■ **ASSIGNMENT**:
Search the data for the word "linecap" and copy out every line that has it.

[RECORDS FOR THE TASK — start]

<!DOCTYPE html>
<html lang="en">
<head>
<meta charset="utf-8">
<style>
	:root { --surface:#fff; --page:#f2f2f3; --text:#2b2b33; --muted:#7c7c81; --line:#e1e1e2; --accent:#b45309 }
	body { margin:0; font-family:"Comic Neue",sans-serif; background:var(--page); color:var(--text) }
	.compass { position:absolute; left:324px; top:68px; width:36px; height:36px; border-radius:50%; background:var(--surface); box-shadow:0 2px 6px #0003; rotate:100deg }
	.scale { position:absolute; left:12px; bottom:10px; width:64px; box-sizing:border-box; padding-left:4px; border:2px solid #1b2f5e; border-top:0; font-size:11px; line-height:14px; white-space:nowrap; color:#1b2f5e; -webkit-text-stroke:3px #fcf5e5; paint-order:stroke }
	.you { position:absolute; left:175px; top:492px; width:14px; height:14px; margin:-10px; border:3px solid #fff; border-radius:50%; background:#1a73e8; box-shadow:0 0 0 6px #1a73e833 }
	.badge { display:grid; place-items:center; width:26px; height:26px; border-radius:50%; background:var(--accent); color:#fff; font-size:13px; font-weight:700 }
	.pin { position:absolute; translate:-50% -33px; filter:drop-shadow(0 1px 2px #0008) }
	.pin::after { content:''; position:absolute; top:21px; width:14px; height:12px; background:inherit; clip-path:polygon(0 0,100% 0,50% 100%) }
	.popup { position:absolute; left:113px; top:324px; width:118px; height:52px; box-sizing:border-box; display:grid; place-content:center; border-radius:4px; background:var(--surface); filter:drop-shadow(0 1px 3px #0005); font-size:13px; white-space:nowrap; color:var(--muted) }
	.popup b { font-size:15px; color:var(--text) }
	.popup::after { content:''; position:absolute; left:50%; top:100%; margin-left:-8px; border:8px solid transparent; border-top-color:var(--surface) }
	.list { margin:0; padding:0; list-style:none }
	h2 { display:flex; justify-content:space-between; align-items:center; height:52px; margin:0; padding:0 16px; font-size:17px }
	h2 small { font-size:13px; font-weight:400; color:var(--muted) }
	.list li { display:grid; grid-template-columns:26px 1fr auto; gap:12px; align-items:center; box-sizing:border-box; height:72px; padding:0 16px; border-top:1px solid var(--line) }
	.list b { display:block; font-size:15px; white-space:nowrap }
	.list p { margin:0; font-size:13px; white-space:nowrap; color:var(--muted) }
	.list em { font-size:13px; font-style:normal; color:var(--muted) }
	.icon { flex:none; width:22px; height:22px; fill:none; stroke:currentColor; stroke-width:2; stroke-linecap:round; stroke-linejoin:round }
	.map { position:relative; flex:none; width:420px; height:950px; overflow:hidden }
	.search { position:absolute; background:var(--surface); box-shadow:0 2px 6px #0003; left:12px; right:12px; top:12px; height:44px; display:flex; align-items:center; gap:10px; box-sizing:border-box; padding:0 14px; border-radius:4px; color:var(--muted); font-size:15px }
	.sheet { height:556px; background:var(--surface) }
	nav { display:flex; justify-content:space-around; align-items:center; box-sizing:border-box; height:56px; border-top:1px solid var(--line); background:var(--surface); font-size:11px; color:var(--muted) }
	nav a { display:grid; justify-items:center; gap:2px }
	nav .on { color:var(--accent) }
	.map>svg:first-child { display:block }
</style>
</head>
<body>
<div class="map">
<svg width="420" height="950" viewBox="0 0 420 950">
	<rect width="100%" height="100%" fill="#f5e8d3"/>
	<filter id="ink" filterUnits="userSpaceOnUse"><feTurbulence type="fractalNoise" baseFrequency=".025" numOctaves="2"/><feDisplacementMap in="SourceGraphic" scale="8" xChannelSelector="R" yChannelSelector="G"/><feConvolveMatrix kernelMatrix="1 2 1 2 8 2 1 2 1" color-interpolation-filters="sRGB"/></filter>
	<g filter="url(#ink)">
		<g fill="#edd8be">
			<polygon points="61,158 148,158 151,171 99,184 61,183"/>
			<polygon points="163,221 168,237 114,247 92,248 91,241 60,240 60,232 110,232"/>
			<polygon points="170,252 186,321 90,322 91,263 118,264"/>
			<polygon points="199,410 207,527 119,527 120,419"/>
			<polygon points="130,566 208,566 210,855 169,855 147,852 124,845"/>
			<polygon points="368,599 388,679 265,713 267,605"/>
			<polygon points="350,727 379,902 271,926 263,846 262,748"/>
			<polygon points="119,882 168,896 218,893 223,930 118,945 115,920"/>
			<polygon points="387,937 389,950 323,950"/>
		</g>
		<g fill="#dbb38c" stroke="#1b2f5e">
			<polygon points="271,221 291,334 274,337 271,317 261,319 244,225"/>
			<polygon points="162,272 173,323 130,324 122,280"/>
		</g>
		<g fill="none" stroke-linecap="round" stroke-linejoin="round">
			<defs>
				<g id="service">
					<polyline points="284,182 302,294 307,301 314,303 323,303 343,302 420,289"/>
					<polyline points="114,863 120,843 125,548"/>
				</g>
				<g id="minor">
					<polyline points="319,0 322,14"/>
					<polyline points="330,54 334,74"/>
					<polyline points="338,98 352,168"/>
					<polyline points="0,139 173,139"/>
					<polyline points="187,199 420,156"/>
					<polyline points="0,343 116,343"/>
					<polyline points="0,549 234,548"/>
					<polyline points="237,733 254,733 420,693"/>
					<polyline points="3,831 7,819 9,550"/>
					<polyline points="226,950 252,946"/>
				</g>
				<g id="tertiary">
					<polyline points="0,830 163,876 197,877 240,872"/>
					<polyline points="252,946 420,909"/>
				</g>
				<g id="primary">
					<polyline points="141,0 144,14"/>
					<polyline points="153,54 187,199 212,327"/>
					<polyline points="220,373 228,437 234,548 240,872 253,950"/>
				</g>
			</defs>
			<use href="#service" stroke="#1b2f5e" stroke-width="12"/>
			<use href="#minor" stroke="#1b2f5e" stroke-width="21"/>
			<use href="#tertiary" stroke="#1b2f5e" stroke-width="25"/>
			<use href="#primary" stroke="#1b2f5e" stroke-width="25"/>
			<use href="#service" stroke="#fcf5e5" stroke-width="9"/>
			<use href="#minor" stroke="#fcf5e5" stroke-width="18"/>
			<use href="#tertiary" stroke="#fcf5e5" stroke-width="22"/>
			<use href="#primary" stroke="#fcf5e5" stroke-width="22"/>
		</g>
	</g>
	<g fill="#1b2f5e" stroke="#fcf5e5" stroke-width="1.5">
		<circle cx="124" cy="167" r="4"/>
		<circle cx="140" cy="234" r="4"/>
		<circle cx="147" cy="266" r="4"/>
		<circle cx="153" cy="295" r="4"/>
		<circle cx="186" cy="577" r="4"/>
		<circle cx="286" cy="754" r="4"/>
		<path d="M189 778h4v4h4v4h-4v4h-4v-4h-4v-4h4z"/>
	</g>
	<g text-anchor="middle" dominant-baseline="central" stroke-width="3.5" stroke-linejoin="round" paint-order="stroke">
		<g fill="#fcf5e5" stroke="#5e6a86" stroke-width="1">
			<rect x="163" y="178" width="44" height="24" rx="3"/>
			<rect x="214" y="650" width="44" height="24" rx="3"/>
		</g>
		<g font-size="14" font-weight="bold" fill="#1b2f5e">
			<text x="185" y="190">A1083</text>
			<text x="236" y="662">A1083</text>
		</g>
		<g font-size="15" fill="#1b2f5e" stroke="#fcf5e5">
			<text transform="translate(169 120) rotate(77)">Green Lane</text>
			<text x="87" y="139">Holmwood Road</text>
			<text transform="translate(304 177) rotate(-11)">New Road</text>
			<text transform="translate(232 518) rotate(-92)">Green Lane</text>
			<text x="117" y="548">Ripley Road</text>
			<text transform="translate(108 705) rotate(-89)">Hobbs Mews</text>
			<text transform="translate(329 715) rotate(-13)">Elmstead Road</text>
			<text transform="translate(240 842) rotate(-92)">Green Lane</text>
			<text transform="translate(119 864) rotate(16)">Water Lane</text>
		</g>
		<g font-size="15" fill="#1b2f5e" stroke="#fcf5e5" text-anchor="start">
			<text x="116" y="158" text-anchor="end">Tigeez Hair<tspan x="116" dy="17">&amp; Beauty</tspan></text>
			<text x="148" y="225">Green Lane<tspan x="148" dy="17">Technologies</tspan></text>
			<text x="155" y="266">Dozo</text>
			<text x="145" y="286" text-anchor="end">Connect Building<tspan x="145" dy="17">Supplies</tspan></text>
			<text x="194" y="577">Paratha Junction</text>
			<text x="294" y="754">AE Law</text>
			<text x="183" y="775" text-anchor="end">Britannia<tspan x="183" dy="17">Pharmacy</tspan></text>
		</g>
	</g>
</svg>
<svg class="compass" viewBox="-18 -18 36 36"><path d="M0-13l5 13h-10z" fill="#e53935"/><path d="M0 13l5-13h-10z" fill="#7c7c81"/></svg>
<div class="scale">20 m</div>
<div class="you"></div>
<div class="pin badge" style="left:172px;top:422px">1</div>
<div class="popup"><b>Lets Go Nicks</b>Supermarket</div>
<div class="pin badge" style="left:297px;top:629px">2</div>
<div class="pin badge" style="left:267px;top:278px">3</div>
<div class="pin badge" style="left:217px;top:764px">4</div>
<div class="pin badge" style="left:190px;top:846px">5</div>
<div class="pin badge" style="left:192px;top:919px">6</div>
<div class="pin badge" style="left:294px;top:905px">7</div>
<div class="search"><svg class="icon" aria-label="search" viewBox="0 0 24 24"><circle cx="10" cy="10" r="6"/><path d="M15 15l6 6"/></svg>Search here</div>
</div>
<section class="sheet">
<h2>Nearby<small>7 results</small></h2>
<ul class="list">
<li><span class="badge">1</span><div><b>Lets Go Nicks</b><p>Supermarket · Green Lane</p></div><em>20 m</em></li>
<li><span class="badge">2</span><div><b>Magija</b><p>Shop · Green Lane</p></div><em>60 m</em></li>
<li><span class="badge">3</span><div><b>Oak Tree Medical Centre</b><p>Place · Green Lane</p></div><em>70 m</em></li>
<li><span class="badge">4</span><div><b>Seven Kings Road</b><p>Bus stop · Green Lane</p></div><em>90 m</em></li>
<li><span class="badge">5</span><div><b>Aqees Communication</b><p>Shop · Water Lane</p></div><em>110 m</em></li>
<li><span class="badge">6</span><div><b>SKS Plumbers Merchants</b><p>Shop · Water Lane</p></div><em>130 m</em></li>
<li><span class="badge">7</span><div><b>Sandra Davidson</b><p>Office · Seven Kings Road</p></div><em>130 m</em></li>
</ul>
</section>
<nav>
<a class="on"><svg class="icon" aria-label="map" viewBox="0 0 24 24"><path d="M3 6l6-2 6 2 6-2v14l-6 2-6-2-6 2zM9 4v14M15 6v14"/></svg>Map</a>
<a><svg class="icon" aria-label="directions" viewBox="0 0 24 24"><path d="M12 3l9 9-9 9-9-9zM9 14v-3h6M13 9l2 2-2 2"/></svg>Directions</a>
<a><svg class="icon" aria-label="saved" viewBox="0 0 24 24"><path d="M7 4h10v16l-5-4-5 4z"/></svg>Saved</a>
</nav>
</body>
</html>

[RECORDS FOR THE TASK — finish]

■ **EXERCISE RESULT**:
	.icon { flex:none; width:22px; height:22px; fill:none; stroke:currentColor; stroke-width:2; stroke-linecap:round; stroke-linejoin:round }
		<g fill="none" stroke-linecap="round" stroke-linejoin="round">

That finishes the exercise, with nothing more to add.